Calculating GDP growth

GDP growth is the measurement of the percentage change in GDP from one year to another. It is a metric used to measure the growth of a countries income over time.

The formula

$$\text{GDP Growth} = 100*\frac{\text{GDP current year} – \text{GDP previous year}}{\text{GDP previous year}}$$

Causes of GDP growth

  • Technological progress
  • Population growth
  • Positive aggregate demand shocks

Above is a non-exhaustive list of reasons why we might observe GDP growth. The main cause of GDP growth is technological progress. As countries become smarter and progress technologically, they learn to produce goods and services more efficiently and thus produce more output.

Population growth will cause economies to grow as there is more labor for production. However, population growth does not necessarily mean that living standards are increasing for each individual citizen. If the population growth is larger than the GDP growth, there will be less output per person. Therefore, GDP per capita growth is a better metric for understanding changes in living standard of the average citizen.

In the short run, positive increases to aggregate demand can cause increase in aggregate demand. Conversely, negative shocks to aggregate demand can cause GDP growth to decrease. If this happens for two quarters, it’s defined as a recession. 

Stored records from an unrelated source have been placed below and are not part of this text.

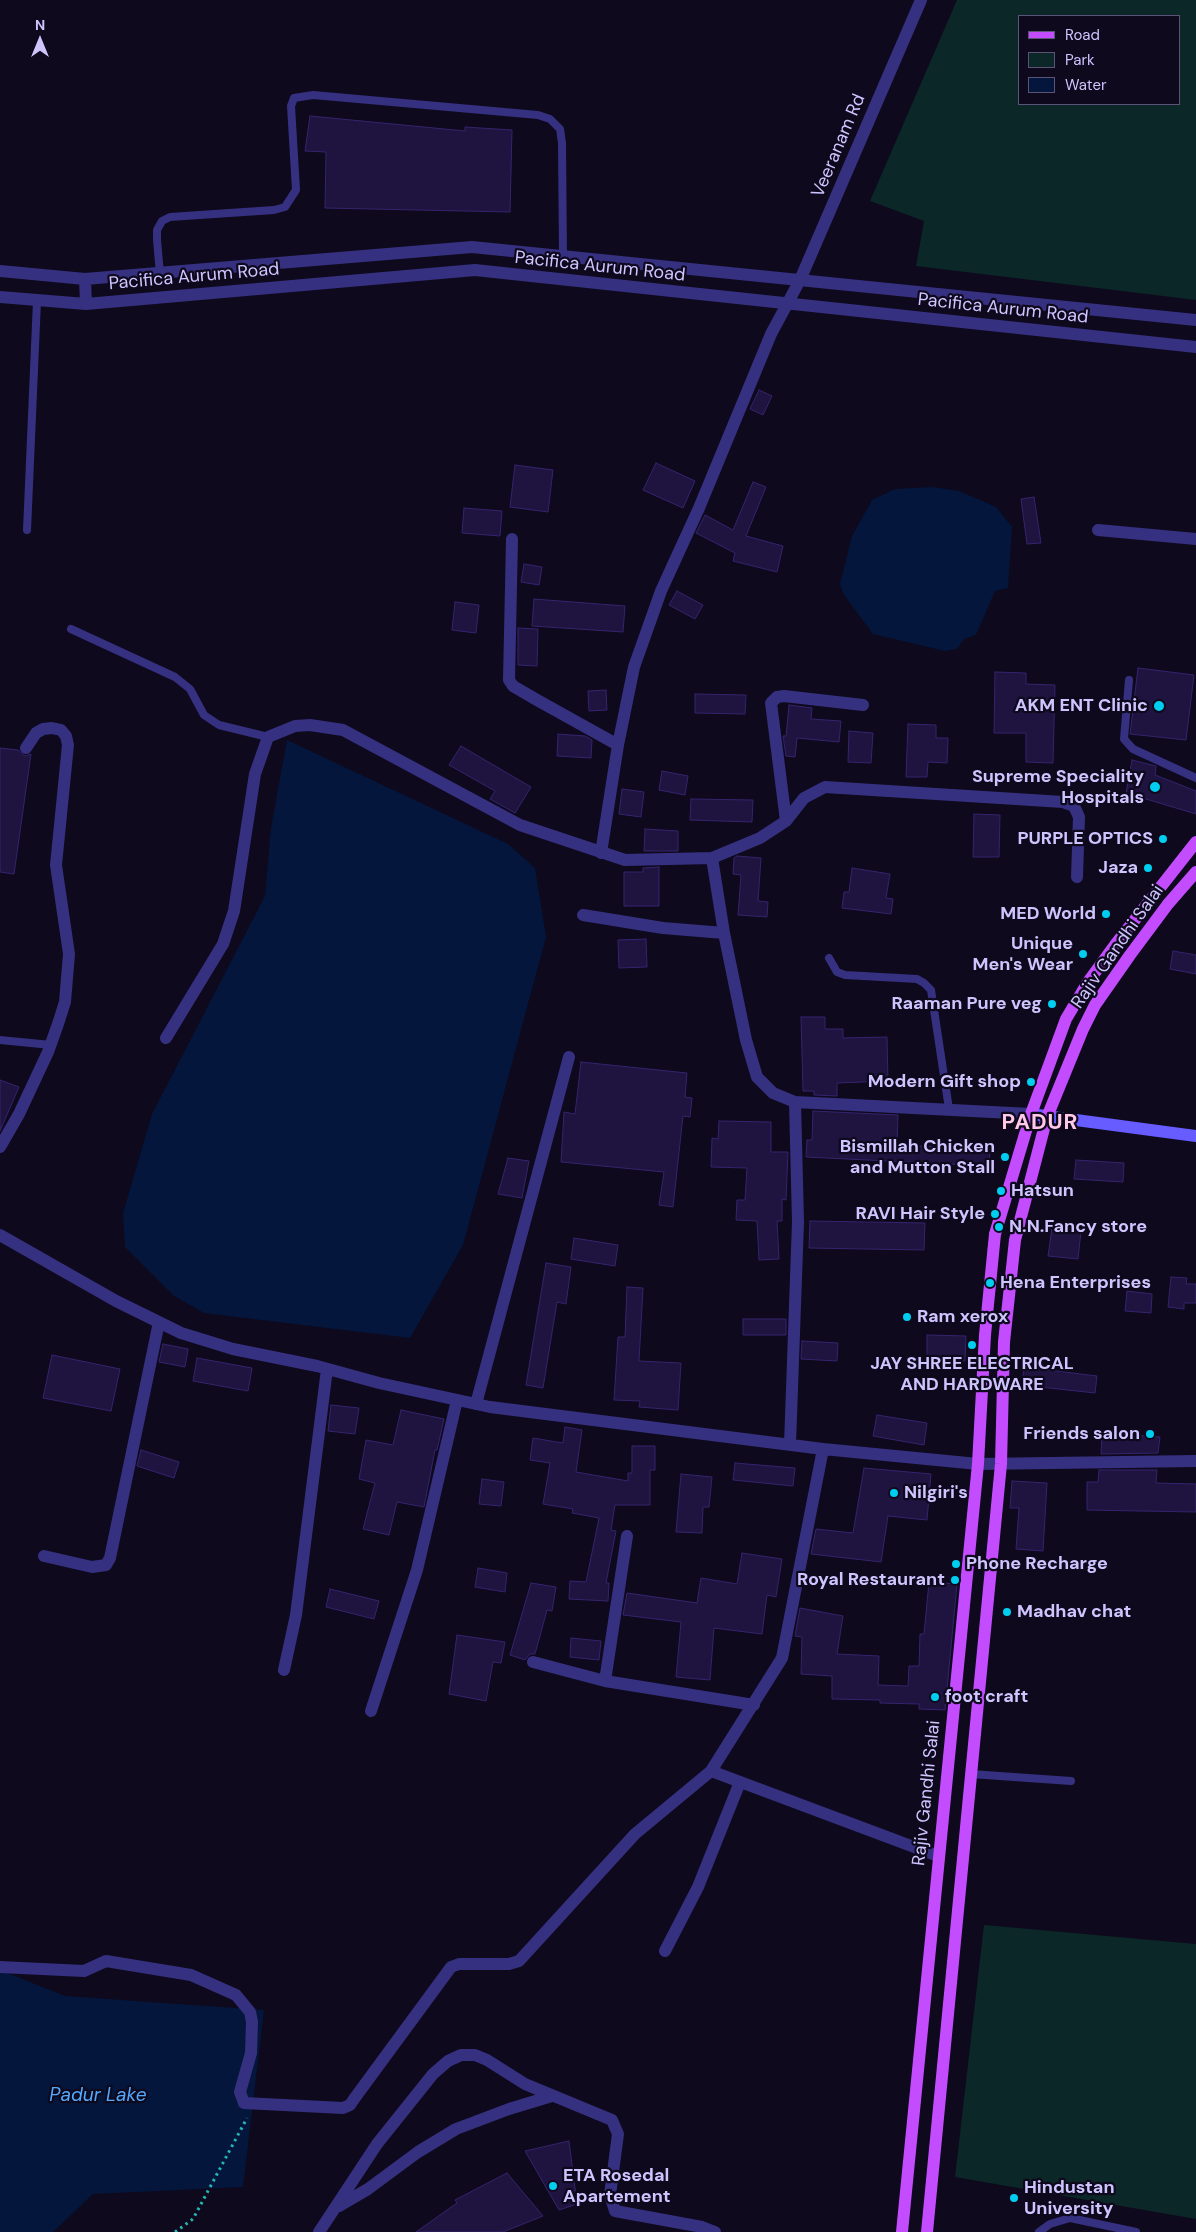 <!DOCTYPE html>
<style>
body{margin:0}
#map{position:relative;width:1196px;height:2232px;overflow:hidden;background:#0e091d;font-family:"DM Sans",sans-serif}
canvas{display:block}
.legend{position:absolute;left:1018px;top:15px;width:162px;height:90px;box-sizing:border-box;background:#0e091d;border:1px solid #5b5477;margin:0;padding:6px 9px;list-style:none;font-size:15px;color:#cec5ff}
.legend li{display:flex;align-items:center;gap:10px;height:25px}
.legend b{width:25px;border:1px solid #5b5477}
.north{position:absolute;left:15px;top:15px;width:50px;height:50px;-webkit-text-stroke:4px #0e091d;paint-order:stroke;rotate:0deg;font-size:14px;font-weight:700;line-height:20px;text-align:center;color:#cec5ff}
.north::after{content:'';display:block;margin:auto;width:18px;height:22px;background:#cec5ff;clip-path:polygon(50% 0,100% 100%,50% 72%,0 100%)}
</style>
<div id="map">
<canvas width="1196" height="2232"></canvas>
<ul class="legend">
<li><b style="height:6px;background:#c34cff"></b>Road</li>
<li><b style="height:14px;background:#0c2727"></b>Park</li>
<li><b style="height:14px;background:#04163b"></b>Water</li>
</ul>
<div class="north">N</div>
</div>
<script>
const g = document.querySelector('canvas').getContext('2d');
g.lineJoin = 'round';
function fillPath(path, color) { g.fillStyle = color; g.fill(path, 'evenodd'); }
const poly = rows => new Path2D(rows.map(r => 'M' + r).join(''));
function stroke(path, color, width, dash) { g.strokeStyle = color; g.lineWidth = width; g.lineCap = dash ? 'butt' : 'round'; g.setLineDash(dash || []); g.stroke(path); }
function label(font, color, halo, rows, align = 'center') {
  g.font = font + ' "DM Sans",sans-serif'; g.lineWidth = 4.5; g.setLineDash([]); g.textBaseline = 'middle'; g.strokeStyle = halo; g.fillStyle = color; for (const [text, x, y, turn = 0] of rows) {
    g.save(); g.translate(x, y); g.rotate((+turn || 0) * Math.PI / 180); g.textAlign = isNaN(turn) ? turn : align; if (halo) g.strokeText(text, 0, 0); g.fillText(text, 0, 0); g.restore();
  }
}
fillPath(poly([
 [957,0,1196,0,1196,300,916,266,924,221,870,201],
 [1180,16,1180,104,1020,104,1020,16],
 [984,1925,1196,1944,1196,2219,955,2177]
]), '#0c2727');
fillPath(poly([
 [933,487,959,491,996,507,1012,527,1008,588,995,591,976,635,964,639,957,649,945,651,873,634,844,595,840,584,852,536,872,500,895,489],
 [287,740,508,844,535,868,546,937,463,1245,410,1338,204,1313,174,1296,125,1247,123,1213,152,1114,265,896,271,828],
 [0,1970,65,1996,264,2010,243,2187,93,2194,53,2232,0,2232]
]), '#04163b');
const building = poly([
 [310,116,465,131,465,127,512,130,510,212,325,208,326,152,305,151,310,116],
 [759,390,772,396,763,415,750,409,759,390],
 [656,463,695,481,683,508,643,490,656,463],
 [515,465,553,470,548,512,510,507,515,465],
 [753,482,766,487,746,536,783,546,777,572,733,561,735,553,696,533,705,515,733,530,753,482],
 [1034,497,1041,543,1027,544,1021,499,1034,497],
 [464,508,502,511,500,536,462,533,464,508],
 [524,564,542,567,539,585,521,582,524,564],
 [677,591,703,605,695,619,669,605,677,591],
 [534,599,625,606,623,632,532,626,534,599],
 [455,602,479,605,476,633,452,630,455,602],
 [518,628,538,629,537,666,518,665,518,628],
 [1138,668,1194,675,1186,740,1130,734,1138,668],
 [995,672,1026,673,1026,684,1055,685,1053,763,1026,762,1026,733,994,733,995,672],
 [606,690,607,710,589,711,588,691,606,690],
 [695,694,746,695,745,714,695,713,695,694],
 [789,705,812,708,811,719,841,721,839,742,797,738,795,757,786,756,783,736,786,736,789,705],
 [908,724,936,725,936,738,948,738,947,763,928,762,927,777,906,777,908,724],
 [849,731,873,733,871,763,848,762,849,731],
 [558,734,585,736,592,740,591,758,557,756,558,734],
 [461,746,531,787,515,813,490,799,495,791,449,765,461,746],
 [0,748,18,750,25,756,31,754,14,874,0,872,0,748],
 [1132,760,1156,766,1155,775,1196,791,1196,814,1126,793,1132,760],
 [662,771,688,776,685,795,659,790,662,771],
 [622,789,644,792,641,817,619,814,622,789],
 [691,799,753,800,752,822,690,820,691,799],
 [974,814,1000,815,999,857,973,857,974,814],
 [645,829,678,831,678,851,644,851,645,829],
 [737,856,761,858,758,901,768,902,767,917,738,915,741,875,733,874,734,858,737,856],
 [659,867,659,906,624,906,624,872,643,872,643,868,659,867],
 [852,868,890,874,886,898,893,899,891,914,842,908,844,892,849,892,852,868],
 [646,939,647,967,619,968,618,940,646,939],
 [1173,951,1196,955,1196,974,1170,969,1173,951],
 [801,1017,825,1017,825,1029,843,1029,843,1038,887,1037,888,1081,837,1083,837,1096,814,1095,814,1091,803,1091,801,1017],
 [581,1062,687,1073,685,1097,692,1098,690,1117,683,1116,673,1207,659,1205,664,1172,561,1162,564,1112,575,1114,581,1062],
 [0,1080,19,1087,0,1131,0,1080],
 [813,1111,898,1115,897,1145,990,1149,989,1166,806,1157,807,1140,812,1140,813,1111],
 [719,1121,771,1122,771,1152,788,1152,786,1200,782,1199,782,1221,777,1221,779,1259,759,1260,757,1221,736,1220,737,1200,745,1200,747,1168,711,1167,712,1138,718,1139,719,1121],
 [508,1158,529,1161,522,1198,498,1194,508,1158],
 [1076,1160,1124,1163,1123,1182,1074,1179,1076,1160],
 [810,1221,925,1223,924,1250,809,1248,810,1221],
 [1052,1228,1081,1231,1078,1259,1048,1256,1052,1228],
 [574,1238,618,1245,615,1266,571,1259,574,1238],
 [546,1263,571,1267,566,1304,557,1302,543,1388,526,1385,546,1263],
 [1171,1277,1187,1278,1186,1284,1196,1284,1196,1303,1184,1303,1184,1309,1168,1307,1171,1277],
 [627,1287,643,1288,639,1361,681,1363,678,1410,639,1407,640,1401,614,1400,618,1337,625,1337,627,1287],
 [1127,1291,1152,1294,1151,1313,1125,1311,1127,1291],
 [743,1319,786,1319,786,1335,743,1335,743,1319],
 [927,1335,966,1336,965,1361,927,1360,927,1335],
 [802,1341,838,1343,837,1361,801,1359,802,1341],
 [163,1344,188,1349,185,1367,159,1362,163,1344],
 [52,1355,120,1369,111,1411,43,1398,52,1355],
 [197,1358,252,1368,248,1391,193,1381,197,1358],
 [1024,1367,1097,1376,1095,1393,1022,1385,1024,1367],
 [331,1405,359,1408,355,1434,328,1431,331,1405],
 [401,1410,444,1419,437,1450,435,1450,424,1507,397,1502,389,1535,363,1529,375,1483,359,1479,366,1440,393,1445,401,1410],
 [877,1415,927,1423,924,1445,873,1436,877,1415],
 [565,1427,582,1430,576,1472,628,1481,628,1473,632,1473,632,1446,655,1446,655,1470,650,1470,650,1505,615,1505,611,1530,616,1531,606,1583,609,1583,608,1601,569,1599,570,1581,586,1582,599,1518,572,1513,573,1509,543,1504,550,1463,530,1460,533,1438,563,1443,565,1427],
 [1102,1433,1160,1437,1158,1453,1101,1454,1102,1433],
 [141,1450,179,1462,174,1478,137,1466,141,1450],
 [735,1463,795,1468,793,1486,733,1480,735,1463],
 [864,1468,931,1474,927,1520,888,1516,881,1562,811,1554,816,1529,853,1533,864,1468],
 [1099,1470,1157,1470,1156,1483,1196,1484,1196,1512,1087,1510,1087,1482,1098,1482,1099,1470],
 [681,1474,712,1477,709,1507,703,1507,702,1533,676,1532,681,1474],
 [482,1479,504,1482,501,1506,479,1504,482,1479],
 [1012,1481,1047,1483,1043,1551,1016,1549,1019,1508,1010,1508,1012,1481],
 [742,1553,782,1559,776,1597,767,1595,762,1634,714,1628,710,1680,676,1677,681,1622,623,1615,627,1593,697,1603,701,1578,737,1584,742,1553],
 [478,1568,507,1573,505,1592,475,1587,478,1568],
 [929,1582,957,1584,945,1710,919,1709,919,1704,880,1703,880,1700,832,1699,832,1676,801,1674,802,1637,795,1636,800,1608,843,1616,837,1654,879,1656,878,1685,908,1686,909,1666,919,1666,920,1634,924,1634,929,1582],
 [531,1583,556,1587,552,1611,547,1610,535,1654,530,1654,525,1660,510,1655,531,1583],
 [330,1589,379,1601,374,1619,326,1607,330,1589],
 [457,1635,505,1642,501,1663,493,1662,486,1701,449,1694,457,1635],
 [571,1638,601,1641,599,1660,570,1657,571,1638],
 [569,2141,577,2204,559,2210,525,2151,569,2141],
 [507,2173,543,2216,503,2232,416,2232,457,2203,455,2200,507,2173]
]);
fillPath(building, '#1e143f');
stroke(building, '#35246e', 1);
stroke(poly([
 [175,2232,193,2219,247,2118]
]), '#22b7b4', 3, [2.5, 4]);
stroke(poly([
 [160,274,157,240,157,230,162,221,170,217,274,210,285,207,296,190,291,106,294,98,313,95,538,115,550,119,560,129,562,143,563,256],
 [27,530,37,301],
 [71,629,175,677,190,689,204,715,219,725,268,737],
 [1129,680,1124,739,1133,749,1196,778],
 [829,958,837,972,845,975,917,979,924,983,931,990,949,1109],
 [0,1040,51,1045],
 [971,1774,1071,1781],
 [1039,2232,1050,2224,1070,2218,1136,2232]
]), '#363080', 8);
stroke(poly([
 [0,271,85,279,472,247,1196,320],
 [85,279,86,304],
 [0,297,86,304,475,270,1196,347],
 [1098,530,1196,539],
 [512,539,509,680,513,686,537,700,618,745],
 [786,821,771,703,777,697,784,696,863,705],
 [601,853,618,745,634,667,661,591,699,508,771,334,800,280,921,0],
 [712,858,724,933,746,1040,757,1077,773,1093,795,1102,1031,1114],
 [583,915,663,928,724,933],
 [166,1038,223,944,234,911,255,774,268,737,295,726,310,725,343,730,520,825,625,860,712,858,760,838,786,821,804,798,825,787,1063,802,1074,806,1079,817,1077,877],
 [0,1147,19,1114,48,1052,58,1024,65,1002,69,954,56,865,68,745,66,736,61,730,52,728,43,729,36,733,26,748],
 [0,1235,116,1301,181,1333,233,1349,317,1366,379,1383,490,1407,823,1449,978,1464,1196,1461],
 [476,1404,569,1057],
 [790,1444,798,1222,795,1102],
 [823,1449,782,1658,711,1771,938,1856],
 [44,1556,92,1567,106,1565,110,1558,159,1322],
 [533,1662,605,1681,754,1705],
 [284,1670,296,1615,327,1369],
 [605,1681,627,1536],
 [371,1711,417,1570,457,1400],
 [665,1951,698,1887,740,1782],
 [0,1967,84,1971,106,1961,191,1975,236,1995,250,2012,252,2022,251,2053,240,2092,244,2103,343,2108,350,2105,354,2099,451,1967,459,1964,509,1964,519,1961,635,1834,711,1771],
 [339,2206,368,2189,418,2152,456,2129,509,2109,552,2096],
 [319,2232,377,2144,433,2074,448,2061,461,2055,475,2055,487,2060,525,2084,612,2120,618,2134,610,2195,615,2211,702,2227,715,2232]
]), '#363080', 12);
stroke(poly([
 [1031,1114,1196,1136]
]), '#675cff', 12);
stroke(poly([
 [902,2232,978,1464,985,1335,995,1234,1031,1114,1066,1019,1088,982,1115,945,1196,842],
 [927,2232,1001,1464,1004,1342,1015,1240,1047,1117,1083,1029,1095,1005,1130,955,1168,904,1196,872]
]), '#c34cff', 12);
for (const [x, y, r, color] of [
 [1159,706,6,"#00cef0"],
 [1155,787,6,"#00cef0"],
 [1163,839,5,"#00cef0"],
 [1148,868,5,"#00cef0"],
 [1106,914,5,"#00cef0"],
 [1083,954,5,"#00cef0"],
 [1052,1004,5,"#00cef0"],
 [1031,1082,5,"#00cef0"],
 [1005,1157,5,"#00cef0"],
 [1001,1191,5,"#00cef0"],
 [995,1214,5,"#00cef0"],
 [999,1227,5,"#00cef0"],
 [990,1283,5,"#00cef0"],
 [907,1317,5,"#00cef0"],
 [972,1345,5,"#00cef0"],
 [1150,1434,5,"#00cef0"],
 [894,1493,5,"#00cef0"],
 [956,1564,5,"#00cef0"],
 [955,1580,5,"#00cef0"],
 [1007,1612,5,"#00cef0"],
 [935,1697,5,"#00cef0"],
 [553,2186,5,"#00cef0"],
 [1014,2198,5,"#00cef0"]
]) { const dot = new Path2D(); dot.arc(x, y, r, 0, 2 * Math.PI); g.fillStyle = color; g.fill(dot); stroke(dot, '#0e091d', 2); }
label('18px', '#cec5ff', '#0e091d', [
 ["Veeranam Rd",839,146,-67],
 ["Pacifica Aurum Road",600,267,6],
 ["Pacifica Aurum Road",194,277,-5],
 ["Pacifica Aurum Road",1003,309,6],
 ["Rajiv Gandhi Salai",1118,947,-55],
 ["Rajiv Gandhi Salai",927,1793,-84]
]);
label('bold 18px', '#cec5ff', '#0e091d', [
 ["AKM ENT Clinic",1148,706],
 ["Supreme Speciality",1144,777],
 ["Hospitals",1144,798],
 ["PURPLE OPTICS",1153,839],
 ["Jaza",1138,868],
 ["MED World",1096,914],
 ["Unique",1073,944],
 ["Men's Wear",1073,965],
 ["Raaman Pure veg",1042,1004],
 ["Modern Gift shop",1021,1082],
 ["Bismillah Chicken",995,1147],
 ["and Mutton Stall",995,1168],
 ["Hatsun",1011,1191,"left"],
 ["RAVI Hair Style",985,1214],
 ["N.N.Fancy store",1009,1227,"left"],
 ["Hena Enterprises",1000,1283,"left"],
 ["Ram xerox",917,1317,"left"],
 ["JAY SHREE ELECTRICAL",972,1364,"center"],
 ["AND HARDWARE",972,1385,"center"],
 ["Friends salon",1140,1434],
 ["Nilgiri's",904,1493,"left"],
 ["Phone Recharge",966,1564,"left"],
 ["Royal Restaurant",945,1580],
 ["Madhav chat",1017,1612,"left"],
 ["foot craft",945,1697,"left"],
 ["ETA Rosedal",563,2176,"left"],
 ["Apartement",563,2197,"left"],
 ["Hindustan",1024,2188,"left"],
 ["University",1024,2209,"left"]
], 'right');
label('italic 19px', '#53a9ff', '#0e091d', [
 ["Padur Lake",98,2096]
]);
g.letterSpacing = '1px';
label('bold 22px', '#ffc7e8', '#0e091d', [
 ["PADUR",1040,1123]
]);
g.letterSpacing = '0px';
</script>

Consider the following fictional economy.
Year GDP
2000 100
2001 200
2002 300
2003 400


If we wanted to calculate the GDP growth from year 2000 to 2001 we would calculate it as
$$100* \frac{200 – 100}{100} = 100%$$
In this economy, GDP growth would be 100%. We can also calculate the GDP growth from the year 2001 to 2002
$$100 * \frac{300 – 200}{200} = 50%$$
In this case the GDP growth is only 50%.  Finally, we can calculate the GDP growth over a period of two years, from 2000 to 2002 as
$$100*\frac{300 – 100}{100} = 200%$$
It is important to note that you cannot calculate the GDP growth from the year 2000 to 2002 by adding up the growth rates from 2001 to 2001 (100%) to the growth rate from 2001 to 2002 (50%), as that would total 150% instead of 200%.